17.1 This Agreement, including all Schedules hereto, is the final, complete and exclusive agreement of the parties with respect to the subject matter hereof and supersedes and merges all prior and contemporaneous discussions or agreements (whether written or oral) between the parties regarding such subject matter. In case of a conflict between a provision of the body of this Agreement and a specific provision of a Schedule, the provision of the Schedule shall prevail.  No modification of or amendment to this Agreement will be effective unless in writing and signed by the party to be charged.  In the event Customer issues a purchase order or other document covering the subject matter of this Agreement, it is agreed that such purchase order or document is for Customer’s internal purposes only and is not legally effective except to the extent specified in this Agreement.

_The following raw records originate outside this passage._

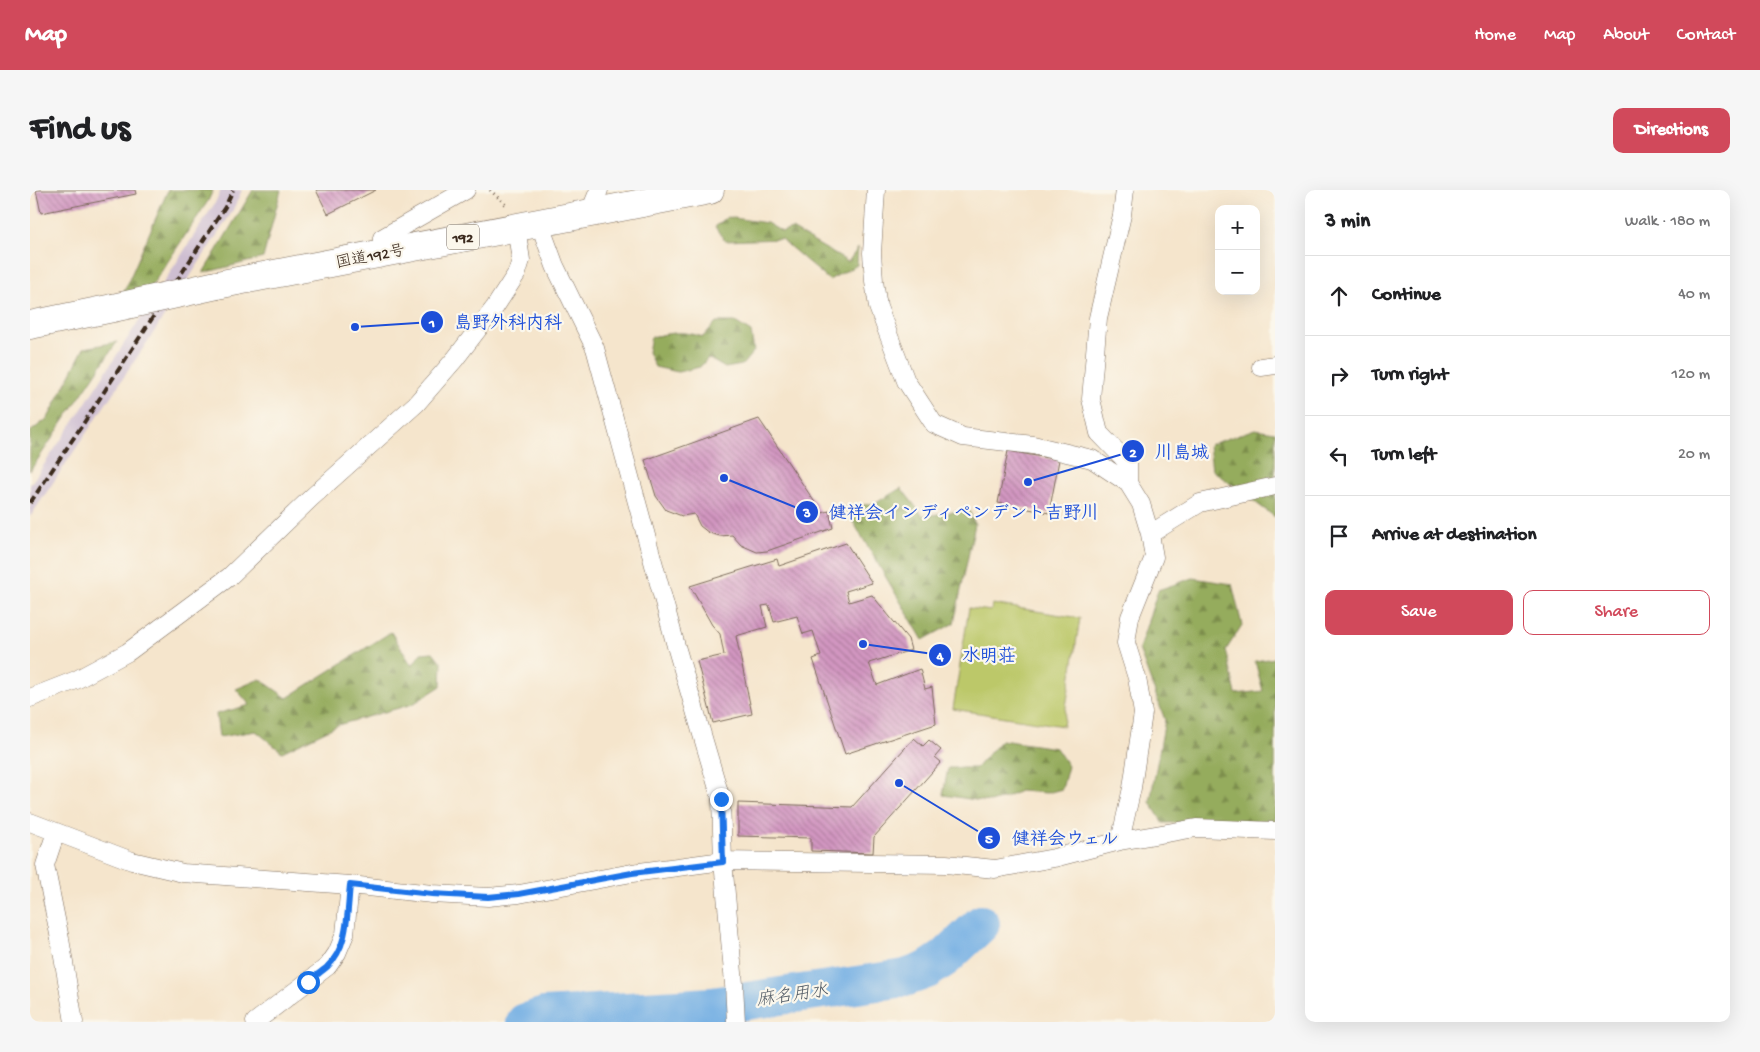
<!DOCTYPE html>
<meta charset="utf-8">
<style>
:root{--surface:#fff;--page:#f6f6f6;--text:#202124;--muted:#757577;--line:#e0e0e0;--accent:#d1495b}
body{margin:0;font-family:"Gochi Hand","Klee One",sans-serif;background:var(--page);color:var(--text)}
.controls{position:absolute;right:15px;top:15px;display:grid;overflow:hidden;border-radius:10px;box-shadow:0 5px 20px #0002}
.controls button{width:45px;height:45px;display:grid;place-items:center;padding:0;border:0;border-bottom:1px solid var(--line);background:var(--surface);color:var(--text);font:25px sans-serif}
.stop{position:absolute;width:15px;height:15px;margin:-11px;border:4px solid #1a73e8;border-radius:50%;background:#fff}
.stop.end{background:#1a73e8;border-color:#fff;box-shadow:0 1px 5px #0008}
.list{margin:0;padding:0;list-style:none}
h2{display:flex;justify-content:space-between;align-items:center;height:65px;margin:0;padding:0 20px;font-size:21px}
h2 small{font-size:16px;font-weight:400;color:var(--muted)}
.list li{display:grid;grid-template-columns:32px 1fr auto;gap:15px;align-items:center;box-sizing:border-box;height:80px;padding:0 20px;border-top:1px solid var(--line)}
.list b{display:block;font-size:19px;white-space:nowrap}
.list em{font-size:16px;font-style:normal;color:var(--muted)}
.actions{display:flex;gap:10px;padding:15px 20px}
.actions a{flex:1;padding:11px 0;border:1px solid var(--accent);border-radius:10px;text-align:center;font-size:18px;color:var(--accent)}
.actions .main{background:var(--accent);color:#fff}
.icon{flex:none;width:28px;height:28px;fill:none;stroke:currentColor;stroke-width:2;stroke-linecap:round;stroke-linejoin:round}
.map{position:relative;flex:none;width:1245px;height:832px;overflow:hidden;border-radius:10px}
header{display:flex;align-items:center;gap:30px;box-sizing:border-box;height:70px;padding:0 25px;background:var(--accent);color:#fff}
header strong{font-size:24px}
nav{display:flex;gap:28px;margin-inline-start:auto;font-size:18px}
.intro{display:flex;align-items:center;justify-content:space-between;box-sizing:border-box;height:120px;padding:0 30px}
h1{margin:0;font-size:35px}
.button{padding:12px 22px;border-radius:10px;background:var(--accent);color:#fff;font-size:18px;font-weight:700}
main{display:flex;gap:30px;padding:0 30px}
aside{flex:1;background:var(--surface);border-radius:10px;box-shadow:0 5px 20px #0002}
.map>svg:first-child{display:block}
.railway{fill:#cebed1}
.forest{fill:url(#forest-firs);stroke:#686b3e}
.garden{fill:#bcc869;stroke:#7c7944}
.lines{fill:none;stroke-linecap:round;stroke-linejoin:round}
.river{stroke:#71ade3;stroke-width:38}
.building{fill:url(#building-back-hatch)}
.minor-casing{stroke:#7c6b5b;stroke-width:19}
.trunk-casing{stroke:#7c6b5b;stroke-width:29}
.path{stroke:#7c6b5b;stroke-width:3;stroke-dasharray:1 4;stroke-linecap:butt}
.minor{stroke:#fff;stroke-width:18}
.trunk{stroke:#fff;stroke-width:28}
.rail{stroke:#3b2a1e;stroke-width:4;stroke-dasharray:8 4;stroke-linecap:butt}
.trunk-bridge-casing{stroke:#7c6b5b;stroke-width:29;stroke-linecap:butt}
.trunk-bridge{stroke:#fff;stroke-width:28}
.route{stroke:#1a73e8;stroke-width:6}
.labels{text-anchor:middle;stroke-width:4.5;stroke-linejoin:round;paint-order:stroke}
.shield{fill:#fbf7ec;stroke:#75685c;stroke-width:1}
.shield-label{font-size:15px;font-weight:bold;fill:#3b2a1e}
.street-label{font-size:16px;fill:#3b2a1e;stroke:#fbf7ec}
.water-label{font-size:18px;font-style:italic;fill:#4e5863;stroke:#fbf7ec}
.leader{fill:none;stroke:#1d4ed8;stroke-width:2}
.callout-dot{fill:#1d4ed8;stroke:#fbf7ec;stroke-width:2}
.mark-label{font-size:15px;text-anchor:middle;font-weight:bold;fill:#fff}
.callout-label{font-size:18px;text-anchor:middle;font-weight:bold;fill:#1d4ed8;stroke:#fbf7ec;stroke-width:4.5;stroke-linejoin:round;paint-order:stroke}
</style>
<header>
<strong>Map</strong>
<nav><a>Home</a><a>Map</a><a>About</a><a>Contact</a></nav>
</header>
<div class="intro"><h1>Find us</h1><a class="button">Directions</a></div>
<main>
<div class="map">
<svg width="1245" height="832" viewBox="0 0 1245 832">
<defs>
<pattern id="forest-firs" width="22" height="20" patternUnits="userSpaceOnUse" patternTransform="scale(1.25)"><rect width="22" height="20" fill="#95ac5d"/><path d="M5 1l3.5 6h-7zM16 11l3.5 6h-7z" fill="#7b8c4c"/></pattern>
<pattern id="building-back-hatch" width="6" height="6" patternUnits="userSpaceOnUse" patternTransform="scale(1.25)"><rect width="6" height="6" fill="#d296c1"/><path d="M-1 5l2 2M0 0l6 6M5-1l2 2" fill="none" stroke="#ac7b9c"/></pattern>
</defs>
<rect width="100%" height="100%" fill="#fbf7ec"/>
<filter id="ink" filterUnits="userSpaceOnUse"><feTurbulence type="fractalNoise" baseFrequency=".02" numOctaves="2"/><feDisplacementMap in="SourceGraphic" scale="10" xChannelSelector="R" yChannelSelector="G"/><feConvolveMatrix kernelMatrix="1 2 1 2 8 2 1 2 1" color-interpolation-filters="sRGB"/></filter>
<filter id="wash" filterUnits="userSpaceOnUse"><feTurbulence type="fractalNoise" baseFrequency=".0096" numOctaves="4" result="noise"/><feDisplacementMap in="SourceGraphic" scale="20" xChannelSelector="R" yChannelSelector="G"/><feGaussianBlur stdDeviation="1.12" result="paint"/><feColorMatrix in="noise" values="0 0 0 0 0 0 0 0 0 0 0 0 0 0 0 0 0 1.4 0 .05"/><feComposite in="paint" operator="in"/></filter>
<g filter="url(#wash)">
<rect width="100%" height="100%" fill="#f5e5cc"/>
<path class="railway" d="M 191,0 L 212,0 L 202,22 L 122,145 L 0,327 L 0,295 L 44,231 L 185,13 Z"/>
<path class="forest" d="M 138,0 L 183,0 L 178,11 L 119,100 L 93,104 Z
M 223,0 L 251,0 L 233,68 L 173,83 Z
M 697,27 L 737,33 L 752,42 L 762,39 L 818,72 L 828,58 L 827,75 L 799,90 L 751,49 L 695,51 L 685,37 Z
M 686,132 L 705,132 L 721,142 L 724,161 L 712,175 L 695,178 L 678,168 L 670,177 L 648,182 L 625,177 L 618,162 L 621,147 C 641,143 653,140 673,147 Z
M 87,152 L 0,281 L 0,242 L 18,228 L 54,158 Z
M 1225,239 L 1245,242 L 1245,327 L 1182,280 L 1179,255 Z
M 871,298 L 893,326 L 939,320 L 945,334 L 924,433 L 893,450 L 815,318 L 846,313 Z
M 1163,388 L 1202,394 L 1212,435 L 1196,460 L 1206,504 L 1233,501 L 1225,471 L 1245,468 L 1245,631 L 1133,633 L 1120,612 L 1135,530 L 1109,459 L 1128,400 Z
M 361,442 L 382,476 L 391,463 L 403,462 L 412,473 L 411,496 L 383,514 L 308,535 L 252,562 L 226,541 L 189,547 L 186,524 L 220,515 L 206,499 L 230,489 L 257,508 Z
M 971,550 L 1026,558 L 1038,576 L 1032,599 L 1017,603 L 990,601 L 975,608 L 959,612 L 913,605 L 918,578 L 946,578 Z"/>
<path class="garden" d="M 962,414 L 1050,428 L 1033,536 L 923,519 L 939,418 L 961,421 Z"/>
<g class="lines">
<path class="river" d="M 495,832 L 514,826 L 682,816 L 875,788 L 897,780 L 915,768 L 951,734"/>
</g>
<g id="blocks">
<path class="building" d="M 6,0 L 105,0 L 106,4 L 11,23 Z
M 286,0 L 346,0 L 298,24 Z
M 729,229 L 792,323 L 799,321 L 803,338 L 737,361 L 727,362 L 711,355 L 702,345 L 690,346 L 679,343 L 670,336 L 664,324 L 652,326 L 636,320 L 626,306 L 615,270 Z
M 978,261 L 1029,270 L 1019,323 L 968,313 Z
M 816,353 L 842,393 L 816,401 L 819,412 L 842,405 L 878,449 L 881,460 L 839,473 L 847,495 L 890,479 L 895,499 L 902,497 L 906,534 L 815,564 L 783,469 L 791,466 L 783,441 L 773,444 L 767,426 L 744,432 L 739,415 L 732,416 L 737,437 L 706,446 L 722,524 L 683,533 L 667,471 L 694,465 L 690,444 L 682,435 L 660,396 L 747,369 L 749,376 Z
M 884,548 L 893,556 L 899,550 L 911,560 L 905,567 L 911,572 L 844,647 L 843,663 L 781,661 L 781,648 L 708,646 L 708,613 L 822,617 Z"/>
</g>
</g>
<g filter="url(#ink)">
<use href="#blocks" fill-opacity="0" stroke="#7c6b5b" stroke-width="1"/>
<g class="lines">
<defs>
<path id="minor" d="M 846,0 L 842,63 L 844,91 L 848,117 L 876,191 L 904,234 L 933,247 L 1003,255 L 1062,269 L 1098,293 L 1111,314 L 1120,344 L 1124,367 L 1100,427 L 1096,453 L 1107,488 L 1113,523 L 1102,598 L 1090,651
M 1095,0 L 1092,25 L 1068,128 L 1061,209 L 1069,243 L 1098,273 L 1098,293
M 566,22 L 564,12 L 569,0
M 512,32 L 514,46 L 525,76 L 565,158 L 646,456 L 691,609 L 693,671 L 704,794 L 706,832
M 351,63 L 352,48 L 436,0
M 1231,177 L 1245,175
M 1120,344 L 1170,313 L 1245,296
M 0,508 L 46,490 L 98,462 L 199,387 L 281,308 L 386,214 L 425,169 L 465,117 L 487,83 L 491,70 L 486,37
M 0,632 L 102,671 L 153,683 L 320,695 L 402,704 L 458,707 L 489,704 L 602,683 L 693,671 L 916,674 L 965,679 L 1024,668 L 1090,651 L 1166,638 L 1245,641
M 26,642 L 15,675 L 30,749 L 44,832
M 225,832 L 298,776 L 307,763 L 315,744 L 320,695"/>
<path id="trunk" d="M 187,95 L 680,0
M 0,135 L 83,118"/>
</defs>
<use href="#minor" class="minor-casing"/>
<use href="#trunk" class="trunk-casing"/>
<path class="path" d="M 460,0 L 476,15"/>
<use href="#minor" class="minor"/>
<use href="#trunk" class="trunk"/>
<path class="rail" d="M 0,313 L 55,231 L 195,17 L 203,0"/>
<defs>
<path id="trunk-bridge" d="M 83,118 L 187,95"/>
</defs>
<use href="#trunk-bridge" class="trunk-bridge-casing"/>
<use href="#trunk-bridge" class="trunk-bridge"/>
</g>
</g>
<g class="lines" filter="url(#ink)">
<path class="route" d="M 278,792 C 284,787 291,782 297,777 C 319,756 317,723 320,695 L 402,704 L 458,707 L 489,704 L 602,683 L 693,672 L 691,609"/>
</g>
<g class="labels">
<rect class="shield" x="417" y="34.5" width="32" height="25" rx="4"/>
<g class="shield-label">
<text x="433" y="52">192</text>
</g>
<g class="street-label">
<text transform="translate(340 65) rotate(-11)" y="6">国道192号</text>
</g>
<g class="water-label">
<text transform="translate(762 804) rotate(-8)" y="6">麻名用水</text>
</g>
</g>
<path class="leader" d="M325 137L402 132M998 292L1103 261M694 288L777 322M833 454L910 465M869 593L959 648"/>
<g class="callout-dot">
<circle cx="325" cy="137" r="5"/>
<circle cx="998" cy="292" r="5"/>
<circle cx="694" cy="288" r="5"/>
<circle cx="833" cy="454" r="5"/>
<circle cx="869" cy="593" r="5"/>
<circle cx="402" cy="132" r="12"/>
<circle cx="1103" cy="261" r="12"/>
<circle cx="777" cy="322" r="12"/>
<circle cx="910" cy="465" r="12"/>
<circle cx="959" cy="648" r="12"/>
</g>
<g class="mark-label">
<text x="402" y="137">1</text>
<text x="1103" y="267">2</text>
<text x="777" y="327">3</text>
<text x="910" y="470">4</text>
<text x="959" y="653">5</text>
</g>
<g class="callout-label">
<text x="478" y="138">島野外科内科</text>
<text x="1152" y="268">川島城</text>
<text x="934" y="328">健祥会インディペンデント吉野川</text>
<text x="959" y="471">水明荘</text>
<text x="1035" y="654">健祥会ウェル</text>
</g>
</svg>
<div class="controls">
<button>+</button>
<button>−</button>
</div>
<div class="stop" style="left:278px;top:792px"></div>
<div class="stop end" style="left:691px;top:609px"></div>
</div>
<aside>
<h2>3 min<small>Walk · 180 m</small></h2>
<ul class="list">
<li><svg class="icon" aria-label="ahead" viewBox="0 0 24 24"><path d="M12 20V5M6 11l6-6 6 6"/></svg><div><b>Continue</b></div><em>40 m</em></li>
<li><svg class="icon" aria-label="right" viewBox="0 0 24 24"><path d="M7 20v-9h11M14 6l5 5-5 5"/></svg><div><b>Turn right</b></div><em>120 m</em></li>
<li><svg class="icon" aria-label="left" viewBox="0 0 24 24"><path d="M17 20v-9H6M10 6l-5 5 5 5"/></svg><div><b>Turn left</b></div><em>20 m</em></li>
<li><svg class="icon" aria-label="arrive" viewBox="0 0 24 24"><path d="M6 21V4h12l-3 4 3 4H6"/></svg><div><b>Arrive at destination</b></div></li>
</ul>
<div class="actions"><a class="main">Save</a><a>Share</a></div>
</aside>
</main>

17.2 Section 12.14 of the Akeneo Agreement is incorporated by reference.

17.3 It is the express intention of the parties that Priint and Priint personnel are independent contractors and not employees, agents, joint venturers or partners of Customer. Nothing in this Agreement shall be interpreted or construed as creating or establishing the relationship of employer and employee between Customer and Priint or any Priint personnel.  Both parties acknowledge that Priint and Priint personnel are not Customer employees for local, state or federal tax purposes.

17.4 This Agreement may be executed in any number of counterparts, each of which shall be deemed an original, but all of which shall be deemed the same instrument.